[DATA Boundary: Start]

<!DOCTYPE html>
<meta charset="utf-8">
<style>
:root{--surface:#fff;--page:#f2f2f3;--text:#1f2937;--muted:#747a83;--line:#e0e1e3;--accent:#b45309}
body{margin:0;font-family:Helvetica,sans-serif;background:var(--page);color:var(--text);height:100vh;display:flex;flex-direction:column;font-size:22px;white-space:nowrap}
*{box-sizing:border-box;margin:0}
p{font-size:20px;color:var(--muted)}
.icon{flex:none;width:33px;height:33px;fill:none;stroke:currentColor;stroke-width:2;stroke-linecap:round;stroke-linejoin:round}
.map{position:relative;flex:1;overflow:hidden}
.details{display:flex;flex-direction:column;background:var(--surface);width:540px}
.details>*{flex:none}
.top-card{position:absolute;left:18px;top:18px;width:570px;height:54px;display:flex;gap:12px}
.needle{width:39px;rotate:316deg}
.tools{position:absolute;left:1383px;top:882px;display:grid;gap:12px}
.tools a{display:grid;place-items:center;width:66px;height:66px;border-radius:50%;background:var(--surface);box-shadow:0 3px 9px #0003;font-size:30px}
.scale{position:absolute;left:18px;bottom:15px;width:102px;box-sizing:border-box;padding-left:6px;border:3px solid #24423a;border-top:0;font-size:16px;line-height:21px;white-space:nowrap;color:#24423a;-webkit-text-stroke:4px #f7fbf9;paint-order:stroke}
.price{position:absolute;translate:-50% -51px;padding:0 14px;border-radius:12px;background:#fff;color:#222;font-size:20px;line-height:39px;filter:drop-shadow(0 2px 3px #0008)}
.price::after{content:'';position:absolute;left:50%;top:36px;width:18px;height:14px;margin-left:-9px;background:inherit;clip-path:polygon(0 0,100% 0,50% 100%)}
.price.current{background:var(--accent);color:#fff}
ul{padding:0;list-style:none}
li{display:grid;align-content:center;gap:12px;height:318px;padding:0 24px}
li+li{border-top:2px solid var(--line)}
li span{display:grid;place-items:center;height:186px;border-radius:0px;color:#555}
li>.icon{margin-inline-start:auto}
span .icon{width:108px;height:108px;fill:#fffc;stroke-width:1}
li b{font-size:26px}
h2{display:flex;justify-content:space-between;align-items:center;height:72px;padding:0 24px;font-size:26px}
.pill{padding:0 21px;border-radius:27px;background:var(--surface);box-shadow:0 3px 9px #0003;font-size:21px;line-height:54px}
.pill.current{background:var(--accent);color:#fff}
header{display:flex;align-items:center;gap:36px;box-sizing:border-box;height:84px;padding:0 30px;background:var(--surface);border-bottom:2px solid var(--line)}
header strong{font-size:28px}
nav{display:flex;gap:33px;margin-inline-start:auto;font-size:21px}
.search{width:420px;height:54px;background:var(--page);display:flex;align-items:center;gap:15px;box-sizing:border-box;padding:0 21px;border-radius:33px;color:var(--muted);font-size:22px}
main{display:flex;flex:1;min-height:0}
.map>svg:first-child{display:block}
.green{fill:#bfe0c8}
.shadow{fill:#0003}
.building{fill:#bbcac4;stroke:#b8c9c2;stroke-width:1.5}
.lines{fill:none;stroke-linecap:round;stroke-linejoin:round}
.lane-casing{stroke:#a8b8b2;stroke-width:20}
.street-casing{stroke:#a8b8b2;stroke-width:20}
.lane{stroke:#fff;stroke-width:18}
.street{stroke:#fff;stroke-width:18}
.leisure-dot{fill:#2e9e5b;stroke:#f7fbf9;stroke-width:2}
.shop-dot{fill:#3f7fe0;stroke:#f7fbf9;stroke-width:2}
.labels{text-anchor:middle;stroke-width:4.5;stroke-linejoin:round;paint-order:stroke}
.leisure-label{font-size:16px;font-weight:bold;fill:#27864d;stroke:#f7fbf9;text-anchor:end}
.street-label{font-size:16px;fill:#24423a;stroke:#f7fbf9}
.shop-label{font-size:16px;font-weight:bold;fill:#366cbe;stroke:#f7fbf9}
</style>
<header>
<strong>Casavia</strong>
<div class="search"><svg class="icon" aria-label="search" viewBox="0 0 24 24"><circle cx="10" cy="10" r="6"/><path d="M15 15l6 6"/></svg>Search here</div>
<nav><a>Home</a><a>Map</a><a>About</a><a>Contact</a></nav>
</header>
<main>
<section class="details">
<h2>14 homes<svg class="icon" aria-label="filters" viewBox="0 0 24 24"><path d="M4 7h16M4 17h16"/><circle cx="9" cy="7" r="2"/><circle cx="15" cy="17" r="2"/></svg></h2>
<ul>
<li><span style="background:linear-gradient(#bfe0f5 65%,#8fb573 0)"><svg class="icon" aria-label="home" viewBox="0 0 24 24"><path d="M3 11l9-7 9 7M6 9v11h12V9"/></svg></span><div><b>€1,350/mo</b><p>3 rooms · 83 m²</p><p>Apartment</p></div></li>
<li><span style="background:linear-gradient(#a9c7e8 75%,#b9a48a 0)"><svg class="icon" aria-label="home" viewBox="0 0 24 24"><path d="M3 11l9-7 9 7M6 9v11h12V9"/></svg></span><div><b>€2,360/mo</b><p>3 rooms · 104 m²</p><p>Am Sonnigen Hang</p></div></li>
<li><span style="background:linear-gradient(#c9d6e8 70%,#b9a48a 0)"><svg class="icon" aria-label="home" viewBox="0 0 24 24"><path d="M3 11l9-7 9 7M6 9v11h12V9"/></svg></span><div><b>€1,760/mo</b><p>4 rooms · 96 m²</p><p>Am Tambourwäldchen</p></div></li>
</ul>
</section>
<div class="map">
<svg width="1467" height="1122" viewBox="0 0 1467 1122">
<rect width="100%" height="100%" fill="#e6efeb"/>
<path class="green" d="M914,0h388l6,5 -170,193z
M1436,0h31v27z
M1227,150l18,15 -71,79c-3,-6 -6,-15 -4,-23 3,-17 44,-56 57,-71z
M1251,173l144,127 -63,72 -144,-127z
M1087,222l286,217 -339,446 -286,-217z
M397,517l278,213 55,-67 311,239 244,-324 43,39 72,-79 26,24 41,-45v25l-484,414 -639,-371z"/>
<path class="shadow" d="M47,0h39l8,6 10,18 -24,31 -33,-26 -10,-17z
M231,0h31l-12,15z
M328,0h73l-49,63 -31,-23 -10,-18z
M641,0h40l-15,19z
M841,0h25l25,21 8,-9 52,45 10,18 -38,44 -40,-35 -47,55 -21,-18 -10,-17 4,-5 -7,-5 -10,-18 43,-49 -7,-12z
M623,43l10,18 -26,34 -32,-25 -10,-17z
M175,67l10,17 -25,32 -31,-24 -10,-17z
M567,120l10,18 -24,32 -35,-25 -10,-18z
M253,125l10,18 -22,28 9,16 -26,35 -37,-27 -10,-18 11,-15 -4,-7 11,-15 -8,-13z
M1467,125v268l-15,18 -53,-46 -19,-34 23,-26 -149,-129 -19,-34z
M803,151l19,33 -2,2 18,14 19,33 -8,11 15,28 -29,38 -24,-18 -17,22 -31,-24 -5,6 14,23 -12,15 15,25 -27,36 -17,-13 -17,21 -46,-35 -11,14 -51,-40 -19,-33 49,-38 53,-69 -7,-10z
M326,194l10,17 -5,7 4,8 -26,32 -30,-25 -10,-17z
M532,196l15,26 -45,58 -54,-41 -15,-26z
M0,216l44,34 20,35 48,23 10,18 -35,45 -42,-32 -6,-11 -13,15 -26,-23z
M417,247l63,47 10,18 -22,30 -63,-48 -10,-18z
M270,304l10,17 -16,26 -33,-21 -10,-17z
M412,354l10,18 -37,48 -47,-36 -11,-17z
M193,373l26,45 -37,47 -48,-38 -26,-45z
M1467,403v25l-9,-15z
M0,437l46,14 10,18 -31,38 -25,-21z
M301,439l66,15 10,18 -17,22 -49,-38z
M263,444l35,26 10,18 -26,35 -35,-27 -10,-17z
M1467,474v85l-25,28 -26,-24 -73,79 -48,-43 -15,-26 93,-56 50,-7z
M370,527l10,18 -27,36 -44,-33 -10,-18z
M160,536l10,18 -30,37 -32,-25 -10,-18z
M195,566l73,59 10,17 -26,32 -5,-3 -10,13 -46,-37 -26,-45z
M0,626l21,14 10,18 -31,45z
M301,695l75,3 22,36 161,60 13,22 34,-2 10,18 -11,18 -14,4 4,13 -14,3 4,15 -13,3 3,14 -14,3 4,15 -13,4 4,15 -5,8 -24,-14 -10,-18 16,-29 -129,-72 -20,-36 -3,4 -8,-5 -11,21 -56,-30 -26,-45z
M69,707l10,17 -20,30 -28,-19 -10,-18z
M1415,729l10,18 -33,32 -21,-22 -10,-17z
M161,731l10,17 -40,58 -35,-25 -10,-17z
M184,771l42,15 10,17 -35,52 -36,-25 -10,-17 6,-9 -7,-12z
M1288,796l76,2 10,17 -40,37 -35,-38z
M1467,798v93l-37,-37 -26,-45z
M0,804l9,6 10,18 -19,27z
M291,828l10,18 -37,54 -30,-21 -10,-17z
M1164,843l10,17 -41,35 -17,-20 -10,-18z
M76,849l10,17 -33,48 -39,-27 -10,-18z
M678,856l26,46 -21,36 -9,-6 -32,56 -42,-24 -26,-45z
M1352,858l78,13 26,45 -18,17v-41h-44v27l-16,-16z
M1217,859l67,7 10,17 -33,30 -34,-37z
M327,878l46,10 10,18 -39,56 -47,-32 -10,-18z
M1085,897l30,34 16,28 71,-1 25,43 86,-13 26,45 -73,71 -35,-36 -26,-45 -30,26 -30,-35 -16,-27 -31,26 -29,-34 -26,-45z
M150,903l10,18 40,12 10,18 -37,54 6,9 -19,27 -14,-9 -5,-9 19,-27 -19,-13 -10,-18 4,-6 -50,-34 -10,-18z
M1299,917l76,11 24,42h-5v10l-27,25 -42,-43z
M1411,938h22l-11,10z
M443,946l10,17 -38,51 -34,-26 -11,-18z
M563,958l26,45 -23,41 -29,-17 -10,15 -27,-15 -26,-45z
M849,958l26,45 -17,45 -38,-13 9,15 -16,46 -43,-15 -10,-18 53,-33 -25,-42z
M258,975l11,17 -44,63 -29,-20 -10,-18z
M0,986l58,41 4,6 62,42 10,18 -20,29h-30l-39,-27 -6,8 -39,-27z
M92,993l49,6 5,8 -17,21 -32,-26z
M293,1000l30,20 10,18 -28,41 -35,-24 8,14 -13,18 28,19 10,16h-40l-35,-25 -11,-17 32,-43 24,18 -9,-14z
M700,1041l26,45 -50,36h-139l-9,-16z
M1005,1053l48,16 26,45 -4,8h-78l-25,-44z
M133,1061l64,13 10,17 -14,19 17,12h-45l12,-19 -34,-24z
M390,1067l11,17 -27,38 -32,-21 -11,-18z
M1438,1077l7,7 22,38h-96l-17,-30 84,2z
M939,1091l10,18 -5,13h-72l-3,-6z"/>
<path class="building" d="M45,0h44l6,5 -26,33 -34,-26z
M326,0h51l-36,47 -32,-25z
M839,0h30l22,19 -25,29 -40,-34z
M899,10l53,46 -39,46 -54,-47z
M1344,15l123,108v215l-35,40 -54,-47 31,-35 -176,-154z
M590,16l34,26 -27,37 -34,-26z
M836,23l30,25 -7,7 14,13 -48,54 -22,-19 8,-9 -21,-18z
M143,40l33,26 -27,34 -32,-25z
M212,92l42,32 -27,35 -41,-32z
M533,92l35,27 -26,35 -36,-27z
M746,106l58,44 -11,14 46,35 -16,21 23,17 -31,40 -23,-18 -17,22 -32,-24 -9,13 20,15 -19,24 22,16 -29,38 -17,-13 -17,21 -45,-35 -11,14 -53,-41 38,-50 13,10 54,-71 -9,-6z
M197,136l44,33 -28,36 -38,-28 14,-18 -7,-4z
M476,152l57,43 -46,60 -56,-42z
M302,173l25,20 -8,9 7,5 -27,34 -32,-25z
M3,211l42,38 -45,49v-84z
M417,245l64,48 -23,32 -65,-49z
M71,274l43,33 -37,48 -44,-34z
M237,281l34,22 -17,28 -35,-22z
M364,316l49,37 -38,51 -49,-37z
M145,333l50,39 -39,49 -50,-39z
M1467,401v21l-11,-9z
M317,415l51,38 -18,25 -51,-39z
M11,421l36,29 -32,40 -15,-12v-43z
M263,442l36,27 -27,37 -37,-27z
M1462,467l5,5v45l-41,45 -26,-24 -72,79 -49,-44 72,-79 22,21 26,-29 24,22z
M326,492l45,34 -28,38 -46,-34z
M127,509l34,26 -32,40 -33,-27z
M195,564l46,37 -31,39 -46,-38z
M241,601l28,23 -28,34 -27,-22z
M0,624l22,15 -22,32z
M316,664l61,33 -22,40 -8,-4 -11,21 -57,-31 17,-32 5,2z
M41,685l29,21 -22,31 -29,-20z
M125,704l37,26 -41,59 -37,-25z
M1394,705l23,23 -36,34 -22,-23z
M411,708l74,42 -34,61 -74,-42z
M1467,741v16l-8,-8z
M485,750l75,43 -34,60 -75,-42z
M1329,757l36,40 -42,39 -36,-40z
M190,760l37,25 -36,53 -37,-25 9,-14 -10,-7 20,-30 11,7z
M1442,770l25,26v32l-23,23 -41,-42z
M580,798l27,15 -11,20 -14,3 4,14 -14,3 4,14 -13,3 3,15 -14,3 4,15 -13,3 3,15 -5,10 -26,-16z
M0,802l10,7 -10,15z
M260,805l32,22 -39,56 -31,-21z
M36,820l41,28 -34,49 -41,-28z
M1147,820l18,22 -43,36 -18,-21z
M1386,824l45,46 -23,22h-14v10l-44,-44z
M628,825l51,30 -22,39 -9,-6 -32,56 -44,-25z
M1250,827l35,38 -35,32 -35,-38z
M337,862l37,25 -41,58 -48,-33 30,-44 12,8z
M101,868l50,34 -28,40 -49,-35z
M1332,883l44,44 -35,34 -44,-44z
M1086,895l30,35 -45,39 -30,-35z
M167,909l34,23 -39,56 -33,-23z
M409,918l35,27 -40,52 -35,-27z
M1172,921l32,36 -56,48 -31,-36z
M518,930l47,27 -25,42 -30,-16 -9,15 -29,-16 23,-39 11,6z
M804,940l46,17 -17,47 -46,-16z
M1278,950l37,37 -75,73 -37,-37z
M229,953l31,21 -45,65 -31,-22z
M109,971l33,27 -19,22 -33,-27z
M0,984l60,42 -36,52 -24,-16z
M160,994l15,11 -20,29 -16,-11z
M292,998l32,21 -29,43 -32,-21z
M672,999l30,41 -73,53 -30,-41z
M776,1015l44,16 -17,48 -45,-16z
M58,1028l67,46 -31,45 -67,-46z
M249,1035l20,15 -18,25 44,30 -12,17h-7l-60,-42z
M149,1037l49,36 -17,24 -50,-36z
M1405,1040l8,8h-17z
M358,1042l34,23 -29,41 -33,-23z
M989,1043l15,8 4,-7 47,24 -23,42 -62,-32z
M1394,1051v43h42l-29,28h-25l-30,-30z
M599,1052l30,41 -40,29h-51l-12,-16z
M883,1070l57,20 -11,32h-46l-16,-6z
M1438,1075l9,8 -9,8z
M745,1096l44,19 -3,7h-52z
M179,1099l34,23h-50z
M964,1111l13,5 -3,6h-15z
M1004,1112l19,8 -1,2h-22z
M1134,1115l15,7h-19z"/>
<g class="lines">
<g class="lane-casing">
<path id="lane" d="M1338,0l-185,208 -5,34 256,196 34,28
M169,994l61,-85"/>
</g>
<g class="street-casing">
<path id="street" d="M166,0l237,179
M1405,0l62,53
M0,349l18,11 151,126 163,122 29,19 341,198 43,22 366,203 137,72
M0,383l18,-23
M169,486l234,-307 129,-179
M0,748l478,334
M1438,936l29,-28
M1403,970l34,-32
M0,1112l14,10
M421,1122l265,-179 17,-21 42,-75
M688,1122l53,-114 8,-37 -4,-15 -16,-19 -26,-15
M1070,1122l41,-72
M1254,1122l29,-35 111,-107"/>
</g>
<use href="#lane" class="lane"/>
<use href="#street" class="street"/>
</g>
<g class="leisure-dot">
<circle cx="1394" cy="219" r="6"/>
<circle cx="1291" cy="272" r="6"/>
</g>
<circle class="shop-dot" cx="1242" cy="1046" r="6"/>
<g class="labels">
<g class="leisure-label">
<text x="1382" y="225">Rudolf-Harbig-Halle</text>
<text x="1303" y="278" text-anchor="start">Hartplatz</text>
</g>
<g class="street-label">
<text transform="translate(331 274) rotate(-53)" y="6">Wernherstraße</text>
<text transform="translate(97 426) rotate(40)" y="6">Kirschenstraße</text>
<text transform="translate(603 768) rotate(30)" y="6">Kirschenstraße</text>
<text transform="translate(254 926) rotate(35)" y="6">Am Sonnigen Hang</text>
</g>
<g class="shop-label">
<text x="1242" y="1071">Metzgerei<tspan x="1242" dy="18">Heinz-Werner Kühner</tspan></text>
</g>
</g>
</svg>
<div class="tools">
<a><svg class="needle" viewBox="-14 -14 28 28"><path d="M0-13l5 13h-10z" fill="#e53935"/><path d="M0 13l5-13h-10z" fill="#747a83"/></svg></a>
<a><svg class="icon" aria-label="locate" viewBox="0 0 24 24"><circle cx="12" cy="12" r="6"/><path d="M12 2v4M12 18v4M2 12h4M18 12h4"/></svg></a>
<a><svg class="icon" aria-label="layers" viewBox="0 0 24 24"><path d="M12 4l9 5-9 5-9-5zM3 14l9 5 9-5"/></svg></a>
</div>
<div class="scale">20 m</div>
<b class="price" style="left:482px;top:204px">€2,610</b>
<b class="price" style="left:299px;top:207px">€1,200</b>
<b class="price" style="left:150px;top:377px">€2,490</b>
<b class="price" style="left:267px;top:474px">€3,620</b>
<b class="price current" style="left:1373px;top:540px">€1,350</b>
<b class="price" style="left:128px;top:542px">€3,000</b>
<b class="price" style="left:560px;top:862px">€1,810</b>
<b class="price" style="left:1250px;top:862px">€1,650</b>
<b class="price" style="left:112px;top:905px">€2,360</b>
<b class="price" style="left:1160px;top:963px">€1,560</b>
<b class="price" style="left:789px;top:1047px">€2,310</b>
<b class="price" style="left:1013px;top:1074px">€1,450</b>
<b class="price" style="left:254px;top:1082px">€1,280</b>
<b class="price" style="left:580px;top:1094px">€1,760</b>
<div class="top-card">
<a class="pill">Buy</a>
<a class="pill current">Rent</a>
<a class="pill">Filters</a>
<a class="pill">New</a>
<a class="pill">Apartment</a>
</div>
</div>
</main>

[DATA Boundary: End]

:: INSTRUCTIONS TO FOLLOW ::
All lines of the records above that contain the word "position" are to be copied out.

:: RESPONSE TO THIS EXERCISE ::
.map{position:relative;flex:1;overflow:hidden}
.top-card{position:absolute;left:18px;top:18px;width:570px;height:54px;display:flex;gap:12px}
.tools{position:absolute;left:1383px;top:882px;display:grid;gap:12px}
.scale{position:absolute;left:18px;bottom:15px;width:102px;box-sizing:border-box;padding-left:6px;border:3px solid #24423a;border-top:0;font-size:16px;line-height:21px;white-space:nowrap;color:#24423a;-webkit-text-stroke:4px #f7fbf9;paint-order:stroke}
.price{position:absolute;translate:-50% -51px;padding:0 14px;border-radius:12px;background:#fff;color:#222;font-size:20px;line-height:39px;filter:drop-shadow(0 2px 3px #0008)}
.price::after{content:'';position:absolute;left:50%;top:36px;width:18px;height:14px;margin-left:-9px;background:inherit;clip-path:polygon(0 0,100% 0,50% 100%)}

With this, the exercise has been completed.